あとは画面の指示通りに次へボタンを押せばいいです。軽いソフトなのかインストールも速いですね。Avogadroを入れたら下の画像のようなウインドウが出てくると思います。

メニュー画面Avogadro

ここに分子を書いていくわけですね。

MOPAC6,7の入れ方
Winmostarの場合はMOPACが付属していますが、Avogadroの場合は付属していません。なので自分で入れる必要があります。このサイトがインストール方法についてわかりやすくまとめてくれて参考になりました。
インストールサイトはここです
MOPAC6とMOPAC7の”Executable”のリンクをクリックすればダウンロードできます。
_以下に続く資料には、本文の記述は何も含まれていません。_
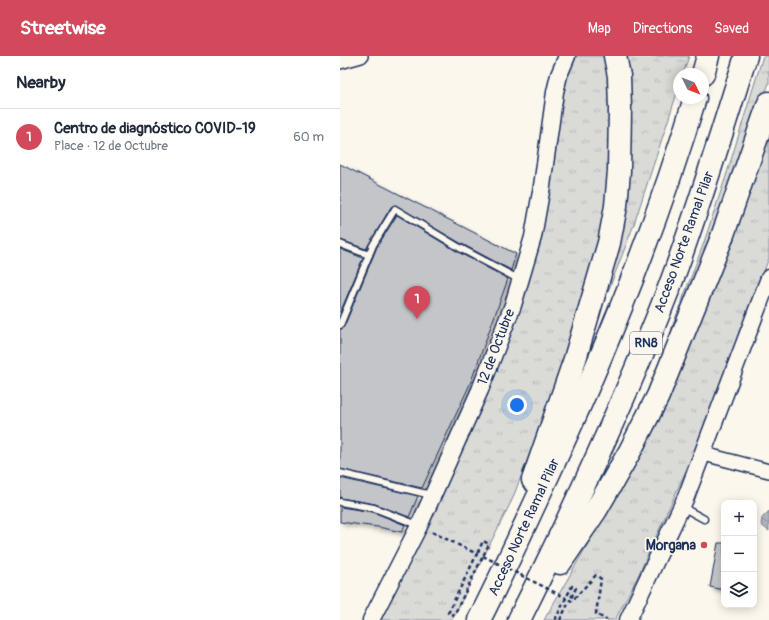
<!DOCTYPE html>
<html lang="en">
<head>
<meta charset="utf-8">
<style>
  body { margin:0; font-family:Pangolin,sans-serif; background:#f6f6f7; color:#1f2937 }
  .controls { position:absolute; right:12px; bottom:12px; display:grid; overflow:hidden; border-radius:8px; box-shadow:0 2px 10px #0003 }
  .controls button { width:36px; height:36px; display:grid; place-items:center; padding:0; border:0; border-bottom:1px solid #e0e1e3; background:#fff; color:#1f2937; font:20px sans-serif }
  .compass { position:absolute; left:333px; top:12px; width:36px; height:36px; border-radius:50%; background:#fff; box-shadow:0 2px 10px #0003; rotate:132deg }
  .you { position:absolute; left:177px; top:349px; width:14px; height:14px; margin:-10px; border:3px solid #fff; border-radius:50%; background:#1a73e8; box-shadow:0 0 0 6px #1a73e833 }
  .badge { display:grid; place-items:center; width:26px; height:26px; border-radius:50%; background:#d1495b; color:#fff; font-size:13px; font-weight:700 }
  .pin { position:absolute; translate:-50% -33px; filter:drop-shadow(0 1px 2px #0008) }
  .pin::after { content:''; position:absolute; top:21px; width:14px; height:12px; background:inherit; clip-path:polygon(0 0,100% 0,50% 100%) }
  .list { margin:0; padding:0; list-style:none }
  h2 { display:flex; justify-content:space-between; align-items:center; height:52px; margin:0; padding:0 16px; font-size:17px }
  h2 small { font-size:13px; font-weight:400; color:#747a83 }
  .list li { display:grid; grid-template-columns:26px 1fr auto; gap:12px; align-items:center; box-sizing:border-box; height:56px; padding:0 16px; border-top:1px solid #e0e1e3 }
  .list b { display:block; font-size:15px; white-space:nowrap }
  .list p { margin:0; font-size:13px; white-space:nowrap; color:#747a83 }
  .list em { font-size:13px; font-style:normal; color:#747a83 }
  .icon { flex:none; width:22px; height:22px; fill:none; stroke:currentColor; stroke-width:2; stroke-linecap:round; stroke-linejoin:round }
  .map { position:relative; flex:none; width:429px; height:564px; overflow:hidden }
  header { display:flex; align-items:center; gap:24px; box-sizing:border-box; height:56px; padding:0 20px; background:#d1495b; color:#fff }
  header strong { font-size:19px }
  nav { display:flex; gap:22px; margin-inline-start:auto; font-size:14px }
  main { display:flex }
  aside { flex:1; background:#fff }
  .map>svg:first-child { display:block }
</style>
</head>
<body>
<header>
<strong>Streetwise</strong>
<nav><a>Map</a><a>Directions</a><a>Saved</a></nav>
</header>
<main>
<aside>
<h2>Nearby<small></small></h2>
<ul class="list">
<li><span class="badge">1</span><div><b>Centro de diagnóstico COVID-19</b><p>Place · 12 de Octubre</p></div><em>60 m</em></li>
</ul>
</aside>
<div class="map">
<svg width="429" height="564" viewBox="0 0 429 564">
  <defs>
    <pattern id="grass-tufts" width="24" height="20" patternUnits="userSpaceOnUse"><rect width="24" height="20" fill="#dadad7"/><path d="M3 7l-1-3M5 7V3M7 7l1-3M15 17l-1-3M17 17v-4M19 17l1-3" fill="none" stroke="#babbbb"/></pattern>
    <pattern id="water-waves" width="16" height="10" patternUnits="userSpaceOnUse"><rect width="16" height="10" fill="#afb3bb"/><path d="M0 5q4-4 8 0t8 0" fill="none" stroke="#8e929b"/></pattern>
    <filter id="shadow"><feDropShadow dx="3.5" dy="3.5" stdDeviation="2" flood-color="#0004"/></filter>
  </defs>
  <rect width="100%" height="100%" fill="#fbf7ec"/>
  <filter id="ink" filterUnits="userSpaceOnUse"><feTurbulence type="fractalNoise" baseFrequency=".025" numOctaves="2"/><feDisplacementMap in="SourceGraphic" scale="8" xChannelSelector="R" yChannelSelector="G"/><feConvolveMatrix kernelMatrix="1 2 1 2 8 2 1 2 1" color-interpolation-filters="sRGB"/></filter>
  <g filter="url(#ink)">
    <!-- grass -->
    <g fill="url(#grass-tufts)" stroke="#7a849a">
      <path d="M 235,0 L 269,0 L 273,22 L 266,158 L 217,326 L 172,444 L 112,564 L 38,564 L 199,187 C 205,158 210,129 214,99 C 219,67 220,30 235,0 Z"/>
      <path d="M 281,0 L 349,0 L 343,18 L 339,18 L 339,31 L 293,171 L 240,308 L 275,192 Z"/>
      <path d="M 423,0 L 429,0 L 429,27 L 404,97 L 330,284 L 332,271 L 363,189 L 387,117 Z"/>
      <path d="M 429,78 L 429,202 L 354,397 L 298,520 L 275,564 L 204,564 L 291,413 Z"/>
    </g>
    <!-- water -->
    <path fill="url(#water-waves)" stroke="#747e96" d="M 429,455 L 429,475 L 421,469 L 422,462 Z"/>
    <!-- building -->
    <g fill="#c3c5c9" stroke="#1b2f5e" filter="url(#shadow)">
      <path d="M 0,108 L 176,198 L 171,214 L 122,188 L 55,149 L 51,151 L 26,193 L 0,184 Z"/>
      <path d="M 57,159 L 118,196 L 168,223 L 130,328 L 82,432 L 0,413 L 0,273 L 4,271 L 37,191 Z"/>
      <path d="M 0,193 L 23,202 L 0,257 Z"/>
      <path d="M 0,422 L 78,440 L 69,461 L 35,448 L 0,442 Z"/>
      <path d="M 0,451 L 33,456 L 65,469 L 62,476 L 38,471 L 0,466 Z"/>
      <path d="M 378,487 L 384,487 L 384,534 L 370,531 Z"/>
    </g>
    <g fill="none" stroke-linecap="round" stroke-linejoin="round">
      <defs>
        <g id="service">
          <path d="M 0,188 L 29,199"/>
          <path d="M 0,269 L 33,189 L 55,153 L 120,192 L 180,224"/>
          <path d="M 0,417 L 91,439"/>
          <path d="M 0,446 L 34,452 L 78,469"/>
          <path d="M 342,451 L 364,463"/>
        </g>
        <g id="minor">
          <path d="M 0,6 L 21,0"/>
          <path d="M 364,398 L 429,415"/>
        </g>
        <g id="tertiary">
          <path d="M 31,564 L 79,470 L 140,334 L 173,249 L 193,181 L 202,130 L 215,36 L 219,19 L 227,0"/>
          <path d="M 288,564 L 346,441 L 429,222"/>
        </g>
        <g id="motorway">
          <path d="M 363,18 L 368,0"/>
          <path d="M 193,424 L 235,303 L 269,187 L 276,150 L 279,115 L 280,53 L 279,20 L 275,0"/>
          <path d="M 220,507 L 256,454 L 290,395 L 318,340 L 381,184 L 429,47"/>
          <path d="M 139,564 C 162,519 183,473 204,428 C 263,302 315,175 355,42"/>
          <path d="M 179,564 C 233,455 285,345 329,232 C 358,156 381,78 406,0"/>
        </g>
      </defs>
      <!-- service casing -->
      <use href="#service" stroke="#1b2f5e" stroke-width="9"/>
      <!-- minor casing -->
      <use href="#minor" stroke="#1b2f5e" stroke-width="16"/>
      <!-- tertiary casing -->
      <use href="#tertiary" stroke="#1b2f5e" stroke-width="19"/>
      <!-- motorway casing -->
      <use href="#motorway" stroke="#1b2f5e" stroke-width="25"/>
      <!-- path -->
      <g stroke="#1b2f5e" stroke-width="2.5" stroke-dasharray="4 3" stroke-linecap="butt">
        <path d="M 92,476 L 137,498 L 108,557 L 114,559 L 149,488 L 143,485 L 137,498"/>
        <path d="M 215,564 L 232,530 L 236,532 L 230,544"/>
        <path d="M 220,564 L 230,544 L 232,545 L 256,519 L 261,523 L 256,558 L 267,564"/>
      </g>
      <!-- service -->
      <use href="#service" stroke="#fbf7ec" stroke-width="6"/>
      <!-- minor -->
      <use href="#minor" stroke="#fbf7ec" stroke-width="13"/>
      <!-- tertiary -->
      <use href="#tertiary" stroke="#fbf7ec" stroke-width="16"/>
      <!-- motorway -->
      <use href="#motorway" stroke="#fbf7ec" stroke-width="22"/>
      <!-- path-bridge -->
      <path stroke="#1b2f5e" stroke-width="2.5" stroke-dasharray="4 3" stroke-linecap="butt" d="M 143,500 L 226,542"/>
    </g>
  </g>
  <!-- markers -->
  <circle fill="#d1495b" stroke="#fbf7ec" stroke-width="1.5" cx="364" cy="489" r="4"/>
  <g text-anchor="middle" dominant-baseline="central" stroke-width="3.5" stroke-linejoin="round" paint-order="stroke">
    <!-- shield labels -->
    <rect fill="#fbf7ec" stroke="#5e6b89" stroke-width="1" x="290" y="276" width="32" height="22" rx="3"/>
    <g font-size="13" font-weight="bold" fill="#1b2f5e">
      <text x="306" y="287">RN8</text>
    </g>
    <!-- street labels -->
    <g font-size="14" fill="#1b2f5e" stroke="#fbf7ec">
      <text transform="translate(344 186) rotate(-70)">Acceso Norte Ramal Pilar</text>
      <text transform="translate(156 291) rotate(-69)">12 de Octubre</text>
      <text transform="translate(184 471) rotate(-65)">Acceso Norte Ramal Pilar</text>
    </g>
    <!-- poi labels -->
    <g font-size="14" font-weight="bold" fill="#1b2f5e" stroke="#fbf7ec" text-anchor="end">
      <text x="356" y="489">Morgana</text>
    </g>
  </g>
</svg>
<div class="controls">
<button>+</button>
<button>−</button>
<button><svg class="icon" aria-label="layers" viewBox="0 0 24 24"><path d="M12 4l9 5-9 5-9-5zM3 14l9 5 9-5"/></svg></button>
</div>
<svg class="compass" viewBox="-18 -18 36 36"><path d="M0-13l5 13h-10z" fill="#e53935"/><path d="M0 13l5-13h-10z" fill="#747a83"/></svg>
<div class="you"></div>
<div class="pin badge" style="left:77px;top:263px">1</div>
</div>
</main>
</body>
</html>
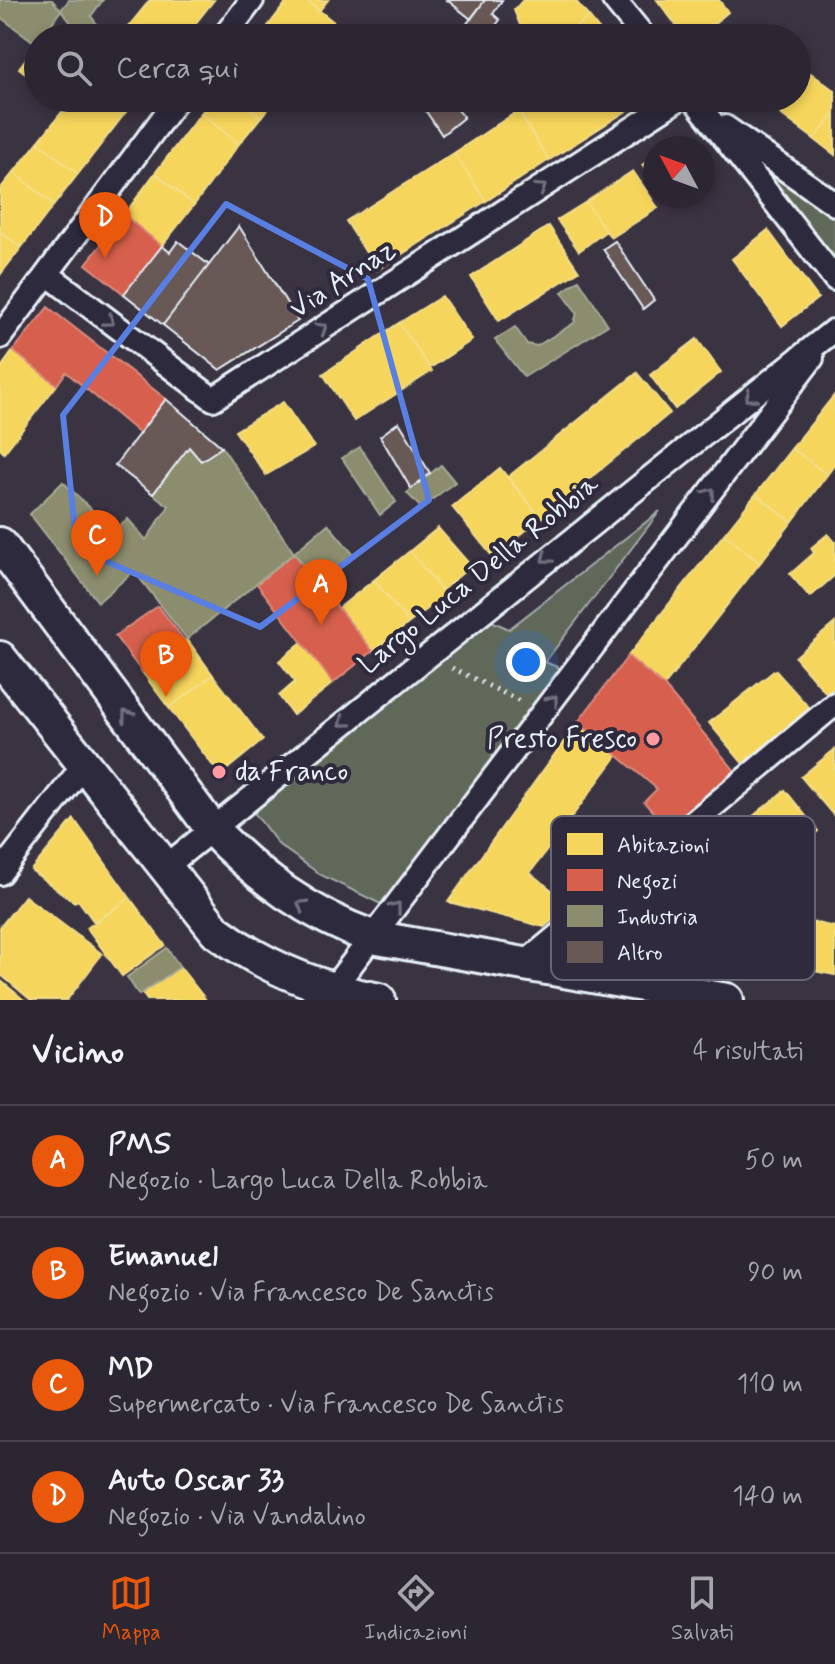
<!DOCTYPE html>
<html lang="it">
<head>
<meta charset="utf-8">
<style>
  body { margin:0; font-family:Mynerve,sans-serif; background:#38323e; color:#f1f3f6 }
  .compass { position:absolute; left:643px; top:136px; width:72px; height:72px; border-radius:50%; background:#2c2632; box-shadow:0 4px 12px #0003; rotate:311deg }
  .you { position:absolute; left:526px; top:662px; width:28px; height:28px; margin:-20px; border:6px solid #fff; border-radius:50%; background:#1a73e8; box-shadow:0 0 0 12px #1a73e833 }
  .badge { display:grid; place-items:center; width:52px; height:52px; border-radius:50%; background:#ea580c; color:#fff; font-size:26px; font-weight:700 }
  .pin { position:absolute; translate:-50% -66px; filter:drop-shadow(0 2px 4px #0008) }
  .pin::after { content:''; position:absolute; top:42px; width:28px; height:24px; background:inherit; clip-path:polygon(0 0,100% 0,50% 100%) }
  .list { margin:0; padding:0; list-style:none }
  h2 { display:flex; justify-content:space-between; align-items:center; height:104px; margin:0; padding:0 32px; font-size:34px }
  h2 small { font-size:26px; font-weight:400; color:#a6a5ac }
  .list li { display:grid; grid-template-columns:52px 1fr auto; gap:24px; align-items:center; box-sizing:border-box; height:112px; padding:0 32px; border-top:2px solid #48434d }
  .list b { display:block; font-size:30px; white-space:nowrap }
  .list p { margin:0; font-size:26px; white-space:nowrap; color:#a6a5ac }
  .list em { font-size:26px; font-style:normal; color:#a6a5ac }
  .icon { flex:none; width:44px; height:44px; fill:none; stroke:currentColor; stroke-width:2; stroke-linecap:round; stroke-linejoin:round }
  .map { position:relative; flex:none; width:835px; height:1000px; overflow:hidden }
  .search { position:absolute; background:#2c2632; box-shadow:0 4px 12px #0003; left:24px; right:24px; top:24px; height:88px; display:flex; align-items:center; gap:20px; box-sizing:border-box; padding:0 28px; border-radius:44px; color:#a6a5ac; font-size:30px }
  .sheet { height:552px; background:#2c2632 }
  nav { display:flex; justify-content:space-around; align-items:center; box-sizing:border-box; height:112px; border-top:2px solid #48434d; background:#2c2632; font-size:22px; color:#a6a5ac }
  nav a { display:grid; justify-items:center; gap:4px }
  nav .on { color:#ea580c }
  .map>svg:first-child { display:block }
</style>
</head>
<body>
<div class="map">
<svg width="835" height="1000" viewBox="0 0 835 1000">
  <rect width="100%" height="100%" fill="#3a3342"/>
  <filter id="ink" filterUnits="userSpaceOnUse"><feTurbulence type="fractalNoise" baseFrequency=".0125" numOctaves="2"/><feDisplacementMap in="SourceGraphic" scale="16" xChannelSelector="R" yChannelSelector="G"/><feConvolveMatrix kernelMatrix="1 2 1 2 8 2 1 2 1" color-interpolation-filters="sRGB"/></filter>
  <g filter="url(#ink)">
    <path fill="#61675a" stroke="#a4aca9" stroke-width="2" d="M778 164 835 204V279L760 184Z
      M660 511 545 662 574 674 393 910 321 875 279 845 246 802 476 614 509 629Z"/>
    <path fill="#f6d55c" stroke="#f2dd8b" stroke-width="2" d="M150 0H214L184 38H119Z
      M288 0H306L335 23 323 38H259Z
      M306 0H328L319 11Z
      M523 0H575L589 17 561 38H531L520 25 514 10Z
      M657 0H719L728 12 697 38H686Z
      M589 17 606 38H561Z
      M748 26 764 38H733Z
      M38 42V83L19 68Z
      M797 63 835 91V114L814 139 759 98H797Z
      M73 98 136 99 78 174 38 142Z
      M213 98H237L261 117 239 144 201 113Z
      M237 98H276L261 117Z
      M538 98H647L549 160 518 111Z
      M518 111 549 160 486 201 454 153Z
      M201 113 239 144 194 205 155 173Z
      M835 114V155L814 139Z
      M686 137 695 148H668Z
      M38 142 78 174 54 205 14 172Z
      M454 153 486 201 377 270 346 221Z
      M655 157V183L642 165Z
      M633 171 658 208 611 238 586 202Z
      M14 172 54 205 21 248 0 231V189Z
      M155 173 194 205 162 246 124 215Z
      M586 202 606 231 579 251 557 220Z
      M549 226 579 271 499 321 471 277Z
      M768 230 818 298 782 326 732 259Z
      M0 231 21 248 0 275Z
      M442 296 472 340 430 368 399 323Z
      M399 323 432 371 354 421 323 374Z
      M697 339 721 372 675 409 650 375Z
      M13 351 57 385 4 453 0 449V369Z
      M637 373 670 413 541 518 508 477Z
      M835 394V464L827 475 792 448Z
      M283 402 314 447 266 475 235 431Z
      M792 448 827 475 792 522 756 494Z
      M500 468 541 518 493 557 452 507Z
      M756 494 792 522 760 563 724 534Z
      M438 528 471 566 442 590 410 551Z
      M724 534 760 563 664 686 628 656Z
      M828 534 835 542V575L810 597 790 574 814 553 811 548Z
      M410 551 445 595 409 623 374 580Z
      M374 580 409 623 373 651 339 608Z
      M835 623V687L827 694 795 657Z
      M187 639 213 675 169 708 142 672Z
      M302 642 333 683 293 715 279 696 295 682 279 661Z
      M775 670 812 711 745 766 709 723Z
      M213 675 263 740 220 775 169 708Z
      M578 722 617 756 530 873 571 905 544 927 448 902Z
      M835 749V815L834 816 801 777Z
      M785 790 818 831 785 858 751 818Z
      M74 819 130 898 94 922 78 900 74 902 31 870Z
      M25 896 102 954 67 1000H31L0 974V927Z
      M130 898 165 945 122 976 87 928Z
      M744 907 835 927V975L731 955Z
      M180 967 206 1000H147L142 993Z
      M0 980 24 1000H0Z"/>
    <path fill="#d6604d" stroke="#db8c80" stroke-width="2" d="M124 215 162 246 124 294 86 264Z
      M48 307 166 399 139 433 66 372 57 385 13 351Z
      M294 553 373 651 333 683 257 584Z
      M158 606 185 641 142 672 115 636Z
      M628 656 664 686 736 772 667 828 644 802 657 789 578 722Z"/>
    <path fill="#8c8c6e" stroke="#a8aa97" stroke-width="2" d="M0 0H52L61 10 37 44 0 17Z
      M69 0H103L91 16 107 38H83L61 10Z
      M579 280 608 325 524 377 495 340 515 327 527 344 537 346 574 323 577 313 562 292Z
      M189 447 201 461 222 447 294 553 187 639 134 571 98 602 30 514 63 482 114 531 128 519 146 540 169 506 153 494Z
      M360 447 396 502 380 515 342 458Z
      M441 465 455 482 421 508 407 493Z
      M328 524 354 555 319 584 294 553Z
      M167 948 180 967 139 995 127 977Z"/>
    <path fill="#685856" stroke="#e8f1f8" stroke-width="2" d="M447 0H485L471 19Z
      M485 0H502L493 14 500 20 486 38H456Z
      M417 98H448L464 117 442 135Z
      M239 226 298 321 220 370 163 325Z
      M178 241 209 265 163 325 124 294 162 246 170 252Z
      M615 241 654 300 643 309 603 249Z
      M166 399 222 447 201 461 189 447 153 494 115 465Z
      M399 422 430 473 411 489 380 436Z"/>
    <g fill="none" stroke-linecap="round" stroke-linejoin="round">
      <defs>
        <path id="minor" d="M614 0 645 38
          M223 38 252 0
          M693 98 835 279
          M725 127 835 204
          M47 274 213 399 680 98
          M0 337 178 98
          M164 868 833 331
          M0 873 83 766
          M524 964 835 704
          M325 999 812 358"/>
        <path id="secondary" d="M0 544 212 829C259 878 308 914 372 937L727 1000
          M0 658 216 931C265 968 320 989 379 1000"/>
      </defs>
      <use href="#minor" stroke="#e8f1f8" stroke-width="28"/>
      <use href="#secondary" stroke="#e8f1f8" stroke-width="38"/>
      <path stroke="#e8f1f8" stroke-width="5" stroke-dasharray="2 6" stroke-linecap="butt" d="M452 668 522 702"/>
      <use href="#minor" stroke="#2f2a3d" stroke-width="22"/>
      <use href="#secondary" stroke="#2f2a3d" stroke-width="32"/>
    </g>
    <defs><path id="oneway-chevron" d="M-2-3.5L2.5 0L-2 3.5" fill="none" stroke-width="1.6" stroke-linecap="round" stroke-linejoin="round" transform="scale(2)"/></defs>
    <g stroke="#70707e">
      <use href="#oneway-chevron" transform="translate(541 188) rotate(-33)"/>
      <use href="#oneway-chevron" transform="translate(109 321) rotate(37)"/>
      <use href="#oneway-chevron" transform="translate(322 328) rotate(-33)"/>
      <use href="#oneway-chevron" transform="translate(750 397) rotate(142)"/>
      <use href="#oneway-chevron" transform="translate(710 493) rotate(-53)"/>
      <use href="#oneway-chevron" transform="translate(546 558) rotate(142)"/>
      <use href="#oneway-chevron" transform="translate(553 700) rotate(-52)"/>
      <use href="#oneway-chevron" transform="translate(127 715) rotate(-127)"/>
      <use href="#oneway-chevron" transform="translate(344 722) rotate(141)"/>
      <use href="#oneway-chevron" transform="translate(302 905) rotate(-149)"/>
      <use href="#oneway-chevron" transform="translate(396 907) rotate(-52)"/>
    </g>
  </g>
  <path fill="none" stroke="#5a7fe2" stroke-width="6" stroke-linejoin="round" d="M226 204 368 279 429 500 260 627 77 549 63 415Z"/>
  <g fill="#ff9aa2" stroke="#2f2a3d" stroke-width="3">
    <circle cx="653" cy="739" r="8"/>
    <circle cx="219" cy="772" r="8"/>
  </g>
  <g text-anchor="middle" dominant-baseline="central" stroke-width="8" stroke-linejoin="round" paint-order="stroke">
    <g font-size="28" fill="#e8f1f8" stroke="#2f2a3d">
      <text transform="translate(343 280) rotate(-33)">Via Arnaz</text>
      <text transform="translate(479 575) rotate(-39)">Largo Luca Della Robbia</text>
    </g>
    <g font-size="28" fill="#e8f1f8" stroke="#2f2a3d" text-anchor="end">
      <text x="637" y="739">Presto Fresco</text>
      <text x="235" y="772" text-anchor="start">da Franco</text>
    </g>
  </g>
  <rect x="551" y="816" width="264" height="164" rx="12" fill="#2f2a3d" stroke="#666675" stroke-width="2"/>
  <rect x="567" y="833" width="36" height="22" fill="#f6d55c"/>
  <rect x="567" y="869" width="36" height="22" fill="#d6604d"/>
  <rect x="567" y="905" width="36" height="22" fill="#8c8c6e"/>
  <rect x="567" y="941" width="36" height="22" fill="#685856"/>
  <g font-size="22" fill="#e8f1f8">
    <text x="617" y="852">Abitazioni</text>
    <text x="617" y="888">Negozi</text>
    <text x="617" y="924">Industria</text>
    <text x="617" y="960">Altro</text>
  </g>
</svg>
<svg class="compass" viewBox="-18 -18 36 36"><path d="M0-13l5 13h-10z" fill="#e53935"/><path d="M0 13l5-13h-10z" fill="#a6a5ac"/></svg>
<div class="you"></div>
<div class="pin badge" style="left:321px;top:625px">A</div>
<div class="pin badge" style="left:166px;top:697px">B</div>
<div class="pin badge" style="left:97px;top:576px">C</div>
<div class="pin badge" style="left:105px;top:258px">D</div>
<div class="search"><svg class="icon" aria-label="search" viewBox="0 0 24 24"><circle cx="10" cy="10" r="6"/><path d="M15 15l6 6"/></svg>Cerca qui</div>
</div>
<section class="sheet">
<h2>Vicino<small>4 risultati</small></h2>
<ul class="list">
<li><span class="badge">A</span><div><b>PMS</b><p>Negozio · Largo Luca Della Robbia</p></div><em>50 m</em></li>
<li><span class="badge">B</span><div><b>Emanuel</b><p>Negozio · Via Francesco De Sanctis</p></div><em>90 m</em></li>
<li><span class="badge">C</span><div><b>MD</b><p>Supermercato · Via Francesco De Sanctis</p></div><em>110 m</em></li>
<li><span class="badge">D</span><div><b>Auto Oscar 33</b><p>Negozio · Via Vandalino</p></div><em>140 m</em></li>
</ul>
</section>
<nav>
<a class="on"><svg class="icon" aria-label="map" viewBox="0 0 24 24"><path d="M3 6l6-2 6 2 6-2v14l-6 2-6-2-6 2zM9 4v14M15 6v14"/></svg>Mappa</a>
<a><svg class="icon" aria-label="directions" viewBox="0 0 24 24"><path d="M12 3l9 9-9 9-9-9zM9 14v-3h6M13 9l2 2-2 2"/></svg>Indicazioni</a>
<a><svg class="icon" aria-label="saved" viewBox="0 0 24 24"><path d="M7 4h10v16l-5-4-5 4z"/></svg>Salvati</a>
</nav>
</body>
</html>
mopac6.exeとmopac7.exeを適当なわかりやすい場所に入れときましょう。Avogadroでモデリングを行い、設定を書いたテキストファイルを編集して、これらのexeで計算実行という流れです。めっちゃ簡単です。注意してほしいのは、Avogadro内にMOPACのインプットファイルを生成する項目がありますが、これはもっと後のバージョンの有料のMOPACのインプットファイルを出力するためのものです。なので、実際に計算させるときは別のインプットファイル生成ソフトを使うかメモ帳で直接書き込む必要があります。